Raj contributes his expertise on global hunger in an essay entitled, “Why Hunger Is Still With Us.” He reminds us of the still-wide disparities between the global North and the South, which bears the brunt of a globally unjust food system, and that the causes of that injustice reach far beyond the usual who’s-who in agribusiness and American politics.

Anna Lappé  tries to get at those same injustices from a different angle, tackling the question, “Is food a human right?” She interviews Nobel Prize–winning Indian economist Amartya Sen, who challenges us that Yes, it absolutely is, though it’s not likely to be recognized as such in the United States any time soon.

There’s plenty of other food for thought in The Nation’s “Food Issue,” including contributions by Frances Moore Lappé, Eric Schlosser, and Vandana Shiva. The overall mood is especially well-captured in a new essay by Michael Pollan, “How Change Is Going to Come in the Food System.”  There is a strikingly consistent recognition among all the contributors here that, although the food movement has made huge strides in capturing the hearts of the citizenry and the media, its biggest obstacles remain intractable. The undercurrent here is that, though widespread enthusiasm, grassroots action, and a vibrant national discourse on food are cause for great optimism, the unjust, unsustainable infrastructure of global capitalism made our food system what it is today--and that’s more powerful than ever. 
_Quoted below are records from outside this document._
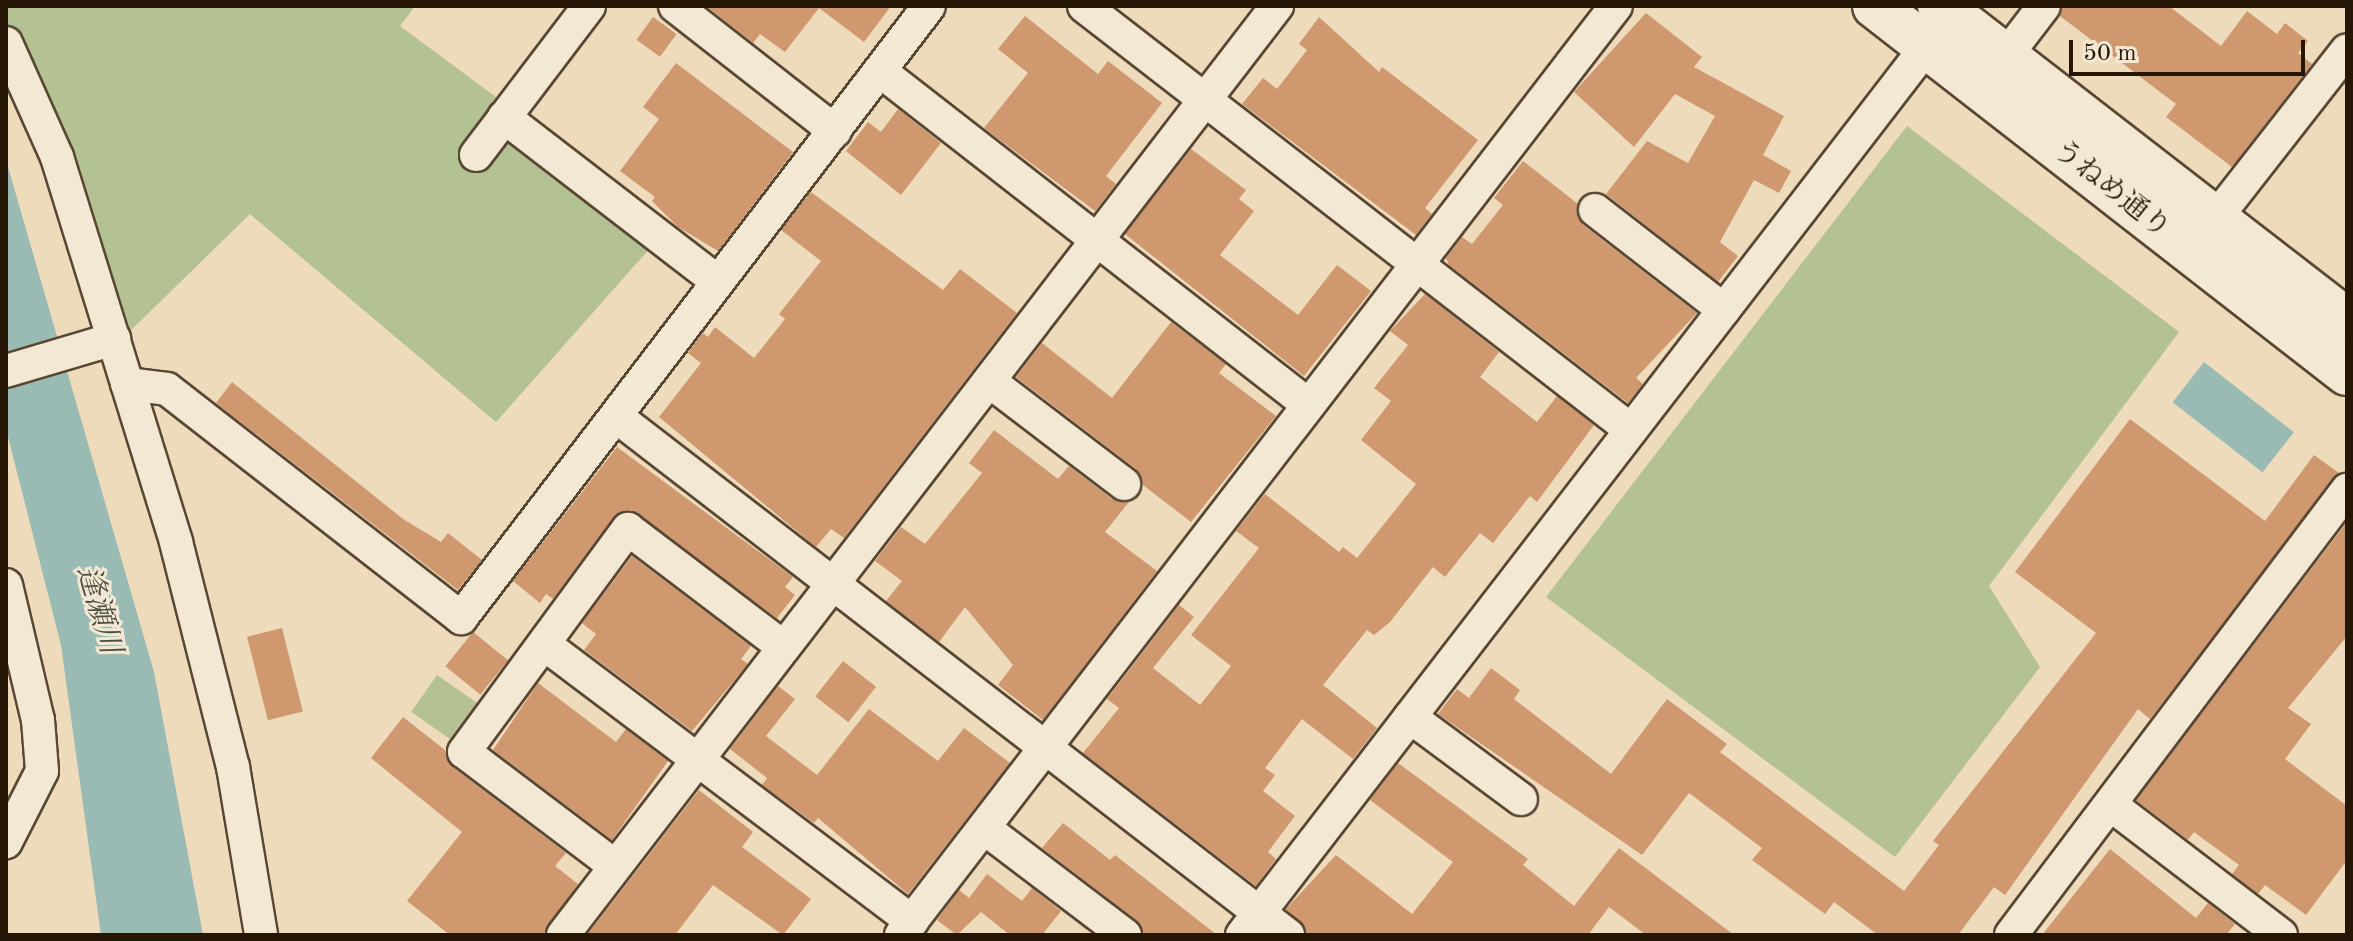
<!DOCTYPE html>
<html>
<head>
<meta charset="utf-8">
<style>
	body { margin:0 }
	#map { position:relative; width:2353px; height:941px; overflow:hidden; background:#eddbbb; font-family:"Old Standard TT","Noto Serif JP",serif }
	div>[style] { position:absolute }
	.green>* { inset:0; background:#b4c193; transform-origin:0 0 }
	.water>* { inset:0; background:#99bbb3; transform-origin:0 0 }
	.building>* { inset:0; background:#cf986e; transform-origin:0 0 }
	.roads { filter:drop-shadow(2px 0 #584733) drop-shadow(-2px 0 #584733) drop-shadow(0 2px #584733) drop-shadow(0 -2px #584733) }
	.street>* { height:32px; margin:-16px; padding:0 16px; transform-origin:16px; border-radius:16px; background:#f3e8d3 }
	.secondary>* { height:44px; margin:-22px; padding:0 22px; transform-origin:22px; border-radius:22px; background:#f3e8d3 }
	span { translate:-50% -50%; white-space:nowrap; text-align:center; line-height:1.15; -webkit-text-stroke:6px #f3e8d3; paint-order:stroke }
	.street-label { font-size:28px; color:#261606 }
	.water-label { font-size:30px; color:#4e5043; font-style:italic }
	.frame { position:absolute; inset:0; border:8px solid #261606; pointer-events:none }
	.scale { position:absolute; left:2069px; top:40px; width:236px; height:36px; box-sizing:border-box; border:4px solid #261606; border-top:0; padding-left:10px; font-size:24px; line-height:28px; white-space:nowrap; color:#261606; -webkit-text-stroke:6px #f3e8d3; paint-order:stroke }
</style>
</head>
<body>
<div id="map">
	<div class="green">
		<div style="clip-path:polygon(6px 6px,415px 6px,400px 26px,500px 100px,651px 247px,496px 422px,250px 214px,126px 335px,43px 98px,6px 26px)"></div>
		<div style="clip-path:polygon(1907px 126px,2179px 332px,1989px 586px,2040px 667px,1895px 857px,1546px 597px)"></div>
		<div style="left:437px;top:675px;width:60px;height:45px;rotate:35deg"></div>
	</div>
	<div class="water">
		<div style="clip-path:polygon(6px 160px,154px 672px,203px 935px,101px 935px,61px 645px,6px 429px)"></div>
		<div style="left:2204px;top:362px;width:114px;height:51px;rotate:38deg"></div>
	</div>
	<div class="building">
		<div style="clip-path:polygon(706px 6px,891px 6px,864px 42px,819px 8px,785px 52px,760px 34px,753px 43px)"></div>
		<div style="clip-path:polygon(2063px 6px,2169px 6px,2221px 46px,2247px 11px,2277px 34px,2285px 23px,2308px 41px,2298px 53px,2312px 64px,2232px 167px,2166px 117px,2176px 104px,2060px 16px)"></div>
		<div style="clip-path:polygon(1646px 13px,1702px 57px,1694px 67px,1784px 116px,1763px 155px,1791px 171px,1779px 193px,1754px 180px,1720px 242px,1738px 256px,1718px 282px,1606px 194px,1647px 141px,1688px 163px,1715px 116px,1675px 94px,1634px 147px,1574px 92px)"></div>
		<div style="clip-path:polygon(1025px 16px,1098px 74px,1108px 61px,1162px 103px,1106px 176px,1116px 184px,1095px 211px,984px 128px,1028px 73px,998px 49px)"></div>
		<div style="left:653px;top:17px;width:29px;height:28px;rotate:36deg"></div>
		<div style="clip-path:polygon(1319px 17px,1379px 72px,1382px 67px,1478px 140px,1425px 208px,1432px 214px,1416px 235px,1242px 104px,1263px 78px,1277px 89px,1307px 50px,1299px 44px)"></div>
		<div style="clip-path:polygon(676px 63px,793px 152px,718px 251px,678px 227px,652px 201px,655px 197px,620px 171px,659px 119px,643px 107px)"></div>
		<div style="clip-path:polygon(898px 109px,941px 143px,901px 195px,846px 151px,868px 122px,881px 132px)"></div>
		<div style="clip-path:polygon(1191px 149px,1246px 190px,1239px 199px,1254px 211px,1220px 255px,1298px 315px,1337px 265px,1371px 291px,1304px 376px,1125px 234px)"></div>
		<div style="clip-path:polygon(1523px 161px,1578px 204px,1583px 225px,1697px 313px,1636px 378px,1643px 384px,1628px 403px,1449px 265px,1446px 258px,1462px 237px,1472px 244px,1503px 205px,1494px 198px)"></div>
		<div style="clip-path:polygon(811px 192px,943px 290px,960px 269px,1017px 313px,844px 538px,831px 529px,816px 547px,659px 417px,701px 363px,688px 353px,703px 333px,708px 337px,715px 327px,754px 358px,785px 319px,779px 314px,821px 261px,781px 230px)"></div>
		<div style="clip-path:polygon(1425px 294px,1499px 352px,1480px 377px,1537px 422px,1557px 396px,1594px 425px,1537px 502px,1530px 496px,1493px 543px,1480px 533px,1445px 577px,1433px 567px,1390px 622px,1374px 635px,1367px 630px,1323px 685px,1377px 728px,1353px 759px,1302px 719px,1265px 768px,1275px 775px,1263px 791px,1295px 816px,1268px 852px,1276px 859px,1256px 886px,1083px 753px,1119px 708px,1107px 699px,1179px 605px,1194px 617px,1153px 668px,1200px 705px,1231px 666px,1191px 635px,1259px 548px,1236px 531px,1265px 494px,1339px 552px,1343px 547px,1357px 558px,1416px 484px,1361px 440px,1391px 401px,1374px 388px,1408px 345px,1390px 331px)"></div>
		<div style="clip-path:polygon(1171px 322px,1226px 364px,1219px 373px,1276px 416px,1191px 522px,1143px 485px,1136px 469px,1016px 377px,1042px 343px,1112px 398px)"></div>
		<div style="clip-path:polygon(232px 382px,403px 519px,441px 542px,448px 533px,482px 560px,458px 590px,216px 403px)"></div>
		<div style="clip-path:polygon(2130px 419px,2265px 521px,2314px 455px,2339px 473px,2150px 719px,2138px 709px,2005px 895px,1994px 887px,1958px 935px,1878px 935px,1834px 902px,1825px 914px,1752px 860px,1762px 848px,1689px 793px,1642px 855px,1438px 714px,1457px 689px,1469px 698px,1491px 668px,1520px 690px,1514px 699px,1611px 774px,1667px 699px,1727px 744px,1720px 752px,1904px 891px,1939px 845px,1933px 841px,2096px 633px,2015px 572px)"></div>
		<div style="clip-path:polygon(994px 430px,1058px 479px,1069px 466px,1112px 499px,1129px 502px,1105px 532px,1157px 571px,1043px 720px,998px 685px,1013px 665px,965px 607px,939px 642px,886px 601px,902px 581px,875px 561px,901px 527px,925px 544px,982px 473px,969px 463px)"></div>
		<div style="clip-path:polygon(617px 447px,793px 577px,785px 587px,795px 595px,777px 618px,631px 510px,613px 518px,553px 599px,546px 594px,540px 603px,513px 581px)"></div>
		<div style="clip-path:polygon(2347px 522px,2347px 636px,2288px 708px,2311px 724px,2285px 759px,2347px 806px,2347px 860px,2306px 915px,2265px 885px,2258px 894px,2232px 874px,2239px 865px,2194px 832px,2188px 840px,2136px 800px)"></div>
		<div style="clip-path:polygon(632px 556px,751px 646px,741px 659px,748px 664px,692px 731px,584px 650px,596px 634px,582px 623px)"></div>
		<div style="left:282px;top:628px;width:86px;height:36px;rotate:76deg"></div>
		<div style="left:473px;top:632px;width:45px;height:44px;rotate:39deg"></div>
		<div style="left:843px;top:661px;width:42px;height:45px;rotate:38deg"></div>
		<div style="clip-path:polygon(538px 683px,616px 742px,626px 729px,668px 761px,612px 840px,493px 750px)"></div>
		<div style="clip-path:polygon(778px 686px,795px 699px,766px 736px,817px 775px,869px 709px,938px 761px,964px 728px,1010px 763px,908px 894px,818px 818px,814px 823px,762px 785px,767px 778px,730px 749px)"></div>
		<div style="clip-path:polygon(403px 717px,445px 750px,453px 767px,566px 853px,555px 866px,578px 884px,543px 935px,450px 935px,407px 901px,462px 832px,371px 758px)"></div>
		<div style="clip-path:polygon(1398px 763px,1528px 859px,1523px 865px,1574px 906px,1619px 848px,1734px 935px,1646px 935px,1609px 907px,1588px 935px,1309px 935px,1286px 909px,1336px 855px,1412px 914px,1453px 862px,1370px 800px)"></div>
		<div style="clip-path:polygon(699px 790px,753px 832px,742px 847px,811px 899px,783px 935px,713px 885px,675px 935px,587px 935px)"></div>
		<div style="clip-path:polygon(1063px 823px,1110px 860px,1115px 855px,1217px 935px,1144px 935px,1136px 920px,1042px 848px)"></div>
		<div style="clip-path:polygon(2110px 849px,2196px 918px,2208px 903px,2235px 924px,2226px 935px,2042px 935px)"></div>
		<div style="clip-path:polygon(987px 874px,1022px 901px,1032px 888px,1061px 911px,1042px 935px,1010px 935px,981px 912px,957px 935px,937px 920px,959px 890px,969px 898px)"></div>
	</div>
	<div class="roads">
		<div class="street">
			<div style="left:675px;top:6px;width:203px;rotate:38deg"></div>
			<div style="left:1084px;top:6px;width:692px;rotate:37.78deg"></div>
			<div style="left:6px;top:43px;width:125px;rotate:65.9deg"></div>
			<div style="left:57px;top:157px;width:403px;rotate:72.8deg"></div>
			<div style="left:176px;top:542px;width:232px;rotate:75.8deg"></div>
			<div style="left:233px;top:767px;width:170px;rotate:80.5deg"></div>
			<div style="left:2005px;top:57px;width:64px;rotate:-52.6deg"></div>
			<div style="left:880px;top:71px;width:540px;rotate:37.93deg"></div>
			<div style="left:504px;top:117px;width:270px;rotate:37.6deg"></div>
			<div style="left:476px;top:155px;width:187px;rotate:-52.8deg"></div>
			<div style="left:1595px;top:210px;width:163px;rotate:37.8deg"></div>
			<div style="left:2215px;top:219px;width:214px;rotate:-52deg"></div>
			<div style="left:6px;top:371px;width:113px;rotate:-16.5deg"></div>
			<div style="left:989px;top:381px;width:170px;rotate:37.3deg"></div>
			<div style="left:127px;top:384px;width:40px;rotate:7.1deg"></div>
			<div style="left:167px;top:389px;width:373px;rotate:37.9deg"></div>
			<div style="left:461px;top:618px;width:770px;rotate:-52.59deg"></div>
			<div style="left:617px;top:417px;width:848px;rotate:37.67deg"></div>
			<div style="left:6px;top:585px;width:139px;rotate:76.7deg"></div>
			<div style="left:38px;top:720px;width:51px;rotate:85.5deg"></div>
			<div style="left:42px;top:771px;width:80px;rotate:116.9deg"></div>
			<div style="left:544px;top:644px;width:461px;rotate:37deg"></div>
			<div style="left:1410px;top:717px;width:138px;rotate:36.5deg"></div>
			<div style="left:2111px;top:805px;width:214px;rotate:37.4deg"></div>
			<div style="left:984px;top:828px;width:177px;rotate:37.2deg"></div>
			<div style="left:615px;top:866px;width:189px;rotate:-142.9deg"></div>
			<div style="left:464px;top:752px;width:277px;rotate:-53.7deg"></div>
			<div style="left:628px;top:529px;width:193px;rotate:37.2deg"></div>
			<div style="left:563px;top:935px;width:1172px;rotate:-52.46deg"></div>
			<div style="left:901px;top:935px;width:1172px;rotate:-52.42deg"></div>
			<div style="left:1242px;top:935px;width:1122px;rotate:-52.38deg"></div>
			<div style="left:2011px;top:935px;width:558px;rotate:-52.95deg"></div>
		</div>
		<div class="secondary">
			<div style="left:1875px;top:6px;width:598px;rotate:37.87deg"></div>
			<div style="left:1940px;top:6px;width:515px;rotate:37.74deg"></div>
		</div>
	</div>
	<div class="street-label">
		<span style="left:2111px;top:190px;rotate:38deg">うねめ通り</span>
	</div>
	<div class="water-label">
		<span style="left:98px;top:610px;rotate:74deg">逢瀬川</span>
	</div>
	<div class="frame"></div>
	<div class="scale">50 m</div>
</div>
</body>
</html>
Michael Pollan’s piece addresses this conundrum head-on, describing, as he puts it, “the marked split between the movement’s gains in the soft power of cultural influence and its comparative weakness in conventional political terms.” Pollan foresees a shift of political will amid the growing health care crisis in America, though Raj Patel addresses the need for more fundamental changes in how we see the problem; he writes, “We’ve seen the global food movement take up cudgels against climate change, land speculation and agrofuels...A truly democratic food system will need to rewrite the rules of the financial system. That can’t happen without naming and confronting capitalism as the enemy of food sovereignty.”

If that sounds intimidating, Raj leaves us with this bottom line: “We need concrete ways of growing, eating and sharing food that make people’s lives better.” As we consider the question of where to go from here, that’s as clear and purposeful a manifesto as you’re likely to find for this thing we call “the food movement.”